## AIM OF THE TASK
Reproduce the records below exactly as they are written.

## SOURCE MATERIAL

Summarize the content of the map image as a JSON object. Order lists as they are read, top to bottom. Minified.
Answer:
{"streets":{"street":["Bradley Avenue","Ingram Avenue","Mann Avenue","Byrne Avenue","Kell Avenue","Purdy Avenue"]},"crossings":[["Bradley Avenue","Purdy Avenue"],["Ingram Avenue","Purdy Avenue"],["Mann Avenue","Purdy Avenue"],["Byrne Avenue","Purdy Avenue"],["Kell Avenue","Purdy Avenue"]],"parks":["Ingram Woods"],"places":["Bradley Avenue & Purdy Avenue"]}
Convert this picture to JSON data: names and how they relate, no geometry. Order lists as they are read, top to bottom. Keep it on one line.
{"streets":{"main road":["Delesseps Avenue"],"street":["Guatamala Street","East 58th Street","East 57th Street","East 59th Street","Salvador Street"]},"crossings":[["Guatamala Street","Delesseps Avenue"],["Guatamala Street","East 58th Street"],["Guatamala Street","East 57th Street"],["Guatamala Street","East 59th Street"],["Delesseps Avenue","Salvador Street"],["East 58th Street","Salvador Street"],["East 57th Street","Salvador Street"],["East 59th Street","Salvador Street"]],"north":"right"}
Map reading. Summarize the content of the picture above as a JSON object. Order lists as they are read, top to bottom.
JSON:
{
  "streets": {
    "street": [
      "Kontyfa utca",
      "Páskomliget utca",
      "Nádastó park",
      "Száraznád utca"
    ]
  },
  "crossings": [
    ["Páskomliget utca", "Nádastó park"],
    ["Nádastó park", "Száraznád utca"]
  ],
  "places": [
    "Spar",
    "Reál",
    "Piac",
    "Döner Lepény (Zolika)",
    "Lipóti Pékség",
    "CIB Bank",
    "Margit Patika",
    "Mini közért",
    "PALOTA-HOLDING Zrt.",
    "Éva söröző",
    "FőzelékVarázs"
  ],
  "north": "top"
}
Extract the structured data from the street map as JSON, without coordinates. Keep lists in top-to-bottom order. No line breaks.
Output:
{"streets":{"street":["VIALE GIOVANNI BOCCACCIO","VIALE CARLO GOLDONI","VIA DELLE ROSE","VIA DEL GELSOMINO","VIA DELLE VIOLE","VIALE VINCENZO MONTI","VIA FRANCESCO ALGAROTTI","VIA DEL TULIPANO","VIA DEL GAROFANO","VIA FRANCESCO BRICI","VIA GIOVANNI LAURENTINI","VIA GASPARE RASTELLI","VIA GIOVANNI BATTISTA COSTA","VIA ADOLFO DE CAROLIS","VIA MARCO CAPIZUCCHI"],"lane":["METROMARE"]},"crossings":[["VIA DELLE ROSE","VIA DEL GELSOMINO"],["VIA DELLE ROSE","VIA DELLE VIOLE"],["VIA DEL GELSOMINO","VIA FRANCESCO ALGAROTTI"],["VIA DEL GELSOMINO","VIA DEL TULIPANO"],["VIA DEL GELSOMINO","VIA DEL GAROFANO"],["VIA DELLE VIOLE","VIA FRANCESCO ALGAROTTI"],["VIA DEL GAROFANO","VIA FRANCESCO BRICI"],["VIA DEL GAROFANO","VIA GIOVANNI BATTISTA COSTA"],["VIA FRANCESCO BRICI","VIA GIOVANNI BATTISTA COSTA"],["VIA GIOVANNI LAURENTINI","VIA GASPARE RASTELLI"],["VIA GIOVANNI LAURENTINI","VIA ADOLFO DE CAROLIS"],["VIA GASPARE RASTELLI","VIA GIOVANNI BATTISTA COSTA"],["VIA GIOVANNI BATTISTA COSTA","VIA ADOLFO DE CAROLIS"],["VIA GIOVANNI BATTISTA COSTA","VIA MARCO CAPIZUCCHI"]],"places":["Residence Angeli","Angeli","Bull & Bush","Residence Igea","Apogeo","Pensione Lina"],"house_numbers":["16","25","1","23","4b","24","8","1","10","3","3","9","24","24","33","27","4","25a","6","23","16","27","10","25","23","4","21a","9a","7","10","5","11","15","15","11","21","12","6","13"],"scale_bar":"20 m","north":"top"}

## ANSWER SECTION
Summarize the content of the map image as a JSON object. Order lists as they are read, top to bottom. Minified.
Answer:
{"streets":{"street":["Bradley Avenue","Ingram Avenue","Mann Avenue","Byrne Avenue","Kell Avenue","Purdy Avenue"]},"crossings":[["Bradley Avenue","Purdy Avenue"],["Ingram Avenue","Purdy Avenue"],["Mann Avenue","Purdy Avenue"],["Byrne Avenue","Purdy Avenue"],["Kell Avenue","Purdy Avenue"]],"parks":["Ingram Woods"],"places":["Bradley Avenue & Purdy Avenue"]}
Convert this picture to JSON data: names and how they relate, no geometry. Order lists as they are read, top to bottom. Keep it on one line.
{"streets":{"main road":["Delesseps Avenue"],"street":["Guatamala Street","East 58th Street","East 57th Street","East 59th Street","Salvador Street"]},"crossings":[["Guatamala Street","Delesseps Avenue"],["Guatamala Street","East 58th Street"],["Guatamala Street","East 57th Street"],["Guatamala Street","East 59th Street"],["Delesseps Avenue","Salvador Street"],["East 58th Street","Salvador Street"],["East 57th Street","Salvador Street"],["East 59th Street","Salvador Street"]],"north":"right"}
Map reading. Summarize the content of the picture above as a JSON object. Order lists as they are read, top to bottom.
JSON:
{
  "streets": {
    "street": [
      "Kontyfa utca",
      "Páskomliget utca",
      "Nádastó park",
      "Száraznád utca"
    ]
  },
  "crossings": [
    ["Páskomliget utca", "Nádastó park"],
    ["Nádastó park", "Száraznád utca"]
  ],
  "places": [
    "Spar",
    "Reál",
    "Piac",
    "Döner Lepény (Zolika)",
    "Lipóti Pékség",
    "CIB Bank",
    "Margit Patika",
    "Mini közért",
    "PALOTA-HOLDING Zrt.",
    "Éva söröző",
    "FőzelékVarázs"
  ],
  "north": "top"
}
Extract the structured data from the street map as JSON, without coordinates. Keep lists in top-to-bottom order. No line breaks.
Output:
{"streets":{"street":["VIALE GIOVANNI BOCCACCIO","VIALE CARLO GOLDONI","VIA DELLE ROSE","VIA DEL GELSOMINO","VIA DELLE VIOLE","VIALE VINCENZO MONTI","VIA FRANCESCO ALGAROTTI","VIA DEL TULIPANO","VIA DEL GAROFANO","VIA FRANCESCO BRICI","VIA GIOVANNI LAURENTINI","VIA GASPARE RASTELLI","VIA GIOVANNI BATTISTA COSTA","VIA ADOLFO DE CAROLIS","VIA MARCO CAPIZUCCHI"],"lane":["METROMARE"]},"crossings":[["VIA DELLE ROSE","VIA DEL GELSOMINO"],["VIA DELLE ROSE","VIA DELLE VIOLE"],["VIA DEL GELSOMINO","VIA FRANCESCO ALGAROTTI"],["VIA DEL GELSOMINO","VIA DEL TULIPANO"],["VIA DEL GELSOMINO","VIA DEL GAROFANO"],["VIA DELLE VIOLE","VIA FRANCESCO ALGAROTTI"],["VIA DEL GAROFANO","VIA FRANCESCO BRICI"],["VIA DEL GAROFANO","VIA GIOVANNI BATTISTA COSTA"],["VIA FRANCESCO BRICI","VIA GIOVANNI BATTISTA COSTA"],["VIA GIOVANNI LAURENTINI","VIA GASPARE RASTELLI"],["VIA GIOVANNI LAURENTINI","VIA ADOLFO DE CAROLIS"],["VIA GASPARE RASTELLI","VIA GIOVANNI BATTISTA COSTA"],["VIA GIOVANNI BATTISTA COSTA","VIA ADOLFO DE CAROLIS"],["VIA GIOVANNI BATTISTA COSTA","VIA MARCO CAPIZUCCHI"]],"places":["Residence Angeli","Angeli","Bull & Bush","Residence Igea","Apogeo","Pensione Lina"],"house_numbers":["16","25","1","23","4b","24","8","1","10","3","3","9","24","24","33","27","4","25a","6","23","16","27","10","25","23","4","21a","9a","7","10","5","11","15","15","11","21","12","6","13"],"scale_bar":"20 m","north":"top"}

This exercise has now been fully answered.